6. No contrato de mútuo indicado em ii), foi convencionado, além do mais, que: Cláusula 19.ª – 1 – As comunicações e os avisos escritos dirigidos pela CGD aos demais contratantes serão sempre enviados para o endereço constante do presente contrato, devendo o contratante informar imediatamente a CGD de qualquer alteração do referido endereço (...); Cláusula 20.ª – A CGD poderá considerar antecipadamente vencida toda a dívida e exigir o seu imediato pagamento no caso de incumprimento do contrato pelos CLIENTES se, cumulativamente:
a) Os CLIENTES faltarem ao pagamento de duas prestações sucessivas que exceda 10% do montante total do crédito;
b)A falta se mantiver decorridos 15 dias após a notificação a efectuar pela CGD aos CLIENTES para procederem ao pagamento das prestações em atraso, acrescidas dos respectivos juros moratórios e outra indemnização que seja devida, com a expressa advertência da perda do benefício do prazo.
7. O executado deixou de pagar as prestações do contrato indicado em i), em 02.05.2017.
8. O executado deixou de pagar as prestações do contrato indicado em ii), em 18.05.2017.
9. Por carta datada de 03.07.2017, endereçada por via postal simples para a morada do embargante constante do contrato, o Banco comunicou-lhe a integração daqueles créditos em PERSI, solicitando o contacto e o envio de documentação para avaliação de soluções de regularização.
10. Na referida carta, é discriminado o valor que à data se encontrava em dívida, nos seguintes termos:
a) “Crédito Habitação - CAR+DIFERIMENTO-AQ HAB SEC” Operação ...85: prestações vencidas em 02.05.2017 e em 02.06.2017, no montante total de € 688,74 acrescido de € 2,89 de juros de mora;
b)”Crédito Pessoal - CP REESTR CART CREDIT ...” Operação ...84: prestações vencidas em 18.05.2017 e em 18.06.2017, no montante total de € 241,88 acrescido de € 3,54 de juros de mora.
11. No requerimento executivo, a exequente alegou que:
A - Contrato de compra e venda e mútuo com hipoteca ...85
(...) 8 - Os executados não pagaram a prestação vencida em 02-05-2017, nem as que se venceram posteriormente, razão por que se mostra exigível a totalidade do empréstimo, nos termos do art.º 781.º do Código Civil.
B - Contrato de mútuo ...84 (...) 20 - Os executados não pagaram a prestação vencida em 18-05-2017, nem as que se venceram posteriormente, razão por que se mostra exigível a totalidade do empréstimo, nos termos do art.º 781.º do Código Civil.


2 – Objecto do recurso.

Questões a decidir tendo em conta o objecto do recurso delimitado pela recorrente nas conclusões das suas alegações, nos termos do artigo 684.º, n.º 3 do CPC, por ordem lógica e sem prejuízo do conhecimento de questões de conhecimento oficioso:
1ª Questão - Saber se houve interpelação para cumprir.
2ª Questão - Saber se foi correctamente comunicada ao executado a extinção de PERSI.


3 - Análise do recurso.

1ª Questão- Saber se houve interpelação para cumprir.
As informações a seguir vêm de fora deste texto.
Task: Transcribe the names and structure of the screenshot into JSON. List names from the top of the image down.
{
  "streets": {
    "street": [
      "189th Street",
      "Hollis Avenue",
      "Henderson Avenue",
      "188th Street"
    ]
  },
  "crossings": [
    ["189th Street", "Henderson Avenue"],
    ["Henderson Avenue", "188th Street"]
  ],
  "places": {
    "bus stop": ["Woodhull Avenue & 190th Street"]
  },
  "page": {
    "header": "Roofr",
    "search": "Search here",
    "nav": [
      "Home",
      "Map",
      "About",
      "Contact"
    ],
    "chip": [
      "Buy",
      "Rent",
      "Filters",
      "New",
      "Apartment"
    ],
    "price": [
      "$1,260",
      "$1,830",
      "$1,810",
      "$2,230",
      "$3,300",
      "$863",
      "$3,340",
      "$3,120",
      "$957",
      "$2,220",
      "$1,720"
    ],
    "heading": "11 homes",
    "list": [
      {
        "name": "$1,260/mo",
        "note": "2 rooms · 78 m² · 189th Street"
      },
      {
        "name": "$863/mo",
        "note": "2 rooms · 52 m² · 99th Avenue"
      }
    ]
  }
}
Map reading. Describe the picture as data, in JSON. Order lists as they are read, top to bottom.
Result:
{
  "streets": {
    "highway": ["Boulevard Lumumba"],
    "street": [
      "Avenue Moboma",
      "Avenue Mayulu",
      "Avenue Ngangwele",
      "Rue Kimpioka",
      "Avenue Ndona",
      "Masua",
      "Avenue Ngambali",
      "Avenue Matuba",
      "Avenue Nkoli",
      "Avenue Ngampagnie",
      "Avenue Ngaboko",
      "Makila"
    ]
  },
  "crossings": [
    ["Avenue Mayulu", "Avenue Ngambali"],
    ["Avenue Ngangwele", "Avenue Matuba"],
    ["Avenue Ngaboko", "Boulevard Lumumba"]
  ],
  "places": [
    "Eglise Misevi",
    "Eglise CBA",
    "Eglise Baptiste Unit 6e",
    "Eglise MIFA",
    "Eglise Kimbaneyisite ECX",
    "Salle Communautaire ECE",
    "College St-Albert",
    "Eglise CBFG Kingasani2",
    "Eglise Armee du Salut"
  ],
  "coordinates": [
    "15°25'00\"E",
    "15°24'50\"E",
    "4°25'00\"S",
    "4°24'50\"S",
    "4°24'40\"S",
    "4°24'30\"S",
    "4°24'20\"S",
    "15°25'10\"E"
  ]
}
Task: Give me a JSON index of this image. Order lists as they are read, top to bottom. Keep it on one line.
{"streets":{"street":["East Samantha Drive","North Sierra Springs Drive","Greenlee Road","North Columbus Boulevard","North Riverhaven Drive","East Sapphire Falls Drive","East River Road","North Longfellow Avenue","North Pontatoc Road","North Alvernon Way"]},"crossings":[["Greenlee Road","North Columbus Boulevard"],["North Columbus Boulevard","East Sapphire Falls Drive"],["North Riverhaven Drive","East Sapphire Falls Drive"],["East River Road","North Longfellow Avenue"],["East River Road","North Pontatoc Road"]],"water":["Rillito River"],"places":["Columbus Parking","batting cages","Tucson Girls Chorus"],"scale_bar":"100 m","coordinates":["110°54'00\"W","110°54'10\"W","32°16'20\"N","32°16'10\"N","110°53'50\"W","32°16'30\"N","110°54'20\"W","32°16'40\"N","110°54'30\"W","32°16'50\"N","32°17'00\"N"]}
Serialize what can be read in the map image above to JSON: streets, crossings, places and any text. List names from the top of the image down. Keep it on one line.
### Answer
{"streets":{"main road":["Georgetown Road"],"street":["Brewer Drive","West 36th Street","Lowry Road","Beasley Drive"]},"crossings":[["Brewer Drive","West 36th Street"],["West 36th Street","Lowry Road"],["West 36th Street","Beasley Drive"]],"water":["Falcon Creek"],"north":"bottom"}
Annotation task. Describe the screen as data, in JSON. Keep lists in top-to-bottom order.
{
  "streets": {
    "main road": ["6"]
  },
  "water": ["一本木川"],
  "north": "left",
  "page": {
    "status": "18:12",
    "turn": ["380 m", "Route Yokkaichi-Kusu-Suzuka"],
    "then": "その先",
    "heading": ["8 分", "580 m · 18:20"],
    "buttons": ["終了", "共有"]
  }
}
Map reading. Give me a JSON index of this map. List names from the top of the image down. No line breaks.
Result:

Prevê o artigo 781º do CC o vencimento antecipado da totalidade da quantia mutuada ao estatuir que: “se a obrigação puder ser liquidada em duas ou mais prestações, a falta de realização de uma delas importa o vencimento de todas”.
Desta forma, quando está em dívida mais do que prestação, o devedor fica sujeito ao regime do artigo 781.º, do C. C., ou seja, o não pagamento daquelas prestações leva a que se considerem exigíveis as (futuras) restantes.
Cremos que, se pode considerar pacífico na jurisprudência e na doutrina (com a voz discordante de Galvão Teles) que a prerrogativa concedida pelo artigo 781º do Cód. Civ. não opera automaticamente, correspondendo antes a uma faculdade concedida ao credor, como referem Almeida Costa – in Direito das Obrigações, 9ª ed., págs. 951, por razões de equilíbrio de prestações impõe-se esta interpretação, que cabe na letra do preceito, de que se exprime no mesmo a mera exigibilidade, e não o vencimento automático – cfr. Ac. STJ de 25.10.18 (http://www.dgsi.pt, Proc. nº 13426/07.0TBVNG-B.P1.S1), onde se cita numerosa doutrina e jurisprudência.
Perante a falta de pagamento de uma prestação, o credor pode seguir um de três caminhos (Ac. STJ de 12.7.18, in http://www.dgsi.pt, Proc. nº 10180/15.5T8CBRT-A.C1.S1):
- reclamar o pagamento das prestações vencidas e não pagas até ao termo do contrato (o que traduz o contratado);
- reclamar o pagamento das prestações vencidas e não pagas até ao momento em que provoca o vencimento antecipado das restantes prestações, reclamando, também, a totalidade da dívida de capital que, nessa altura, ainda subsista;
- resolver o contrato, reclamando uma indemnização pelo não cumprimento.
Cabe ao credor escolher uma das opções, impondo-se que, caso pretenda seguir a segunda ou a terceira opção que o comunique ao devedor.
Logo, havendo uma exigibilidade imediata dessas prestações, não há um vencimento automático que determine que o prazo das prestações ainda não vencidas passe a ser o da prestação faltosa.
O exercício do direito traduz-se, in casu, na reclamação de cumprimento antecipado feita pelo credor ao devedor, isto é, na interpelação. E só nessa altura é possível ter-se por vencida a obrigação.
O credor que tem o direito de exigir a prestação em falta e as subsequentes ainda não vencidas, não está dispensado de interpelar o devedor para que este cumpra com o pagamento imediato da totalidade da dívida.
Entendeu a sentença recorrida que, a obrigação exequenda não é exigível, uma vez que, não foi comunicado ao executado devedor, a resolução do contrato de mútuo e o consequente vencimento das prestações vincendas nos termos do artigo 781º do CC., ou seja, a sentença julgou os embargos procedentes por entender que, o Banco não exerceu o seu direito de vencimento antecipado nos termos do art. 781º do CC, não valendo como tal a comunicação de integração no PERSI nem a citação para a execução (já que no requerimento executivo só é indicado o valor global da dívida (capital e juros) e não o valor das concretas prestações vencidas à data da instauração da execução).
Contra tal entendimento, defende a recorrente, em primeiro lugar que, se deve equiparar à interpelação e resolução o envio das cartas de integração e extinção em PERSI, por ambas conduzirem à concessão de uma possibilidade ao executado de ultrapassar a situação de incumprimento e terem o intuito de comunicar o fim das negociações, assim concluindo o recorrente que houve interpelação do executado para cumprir.
Não cremos que assim seja.
Trata-se de comunicações substancialmente diferentes, respeitantes a regimes diferentes.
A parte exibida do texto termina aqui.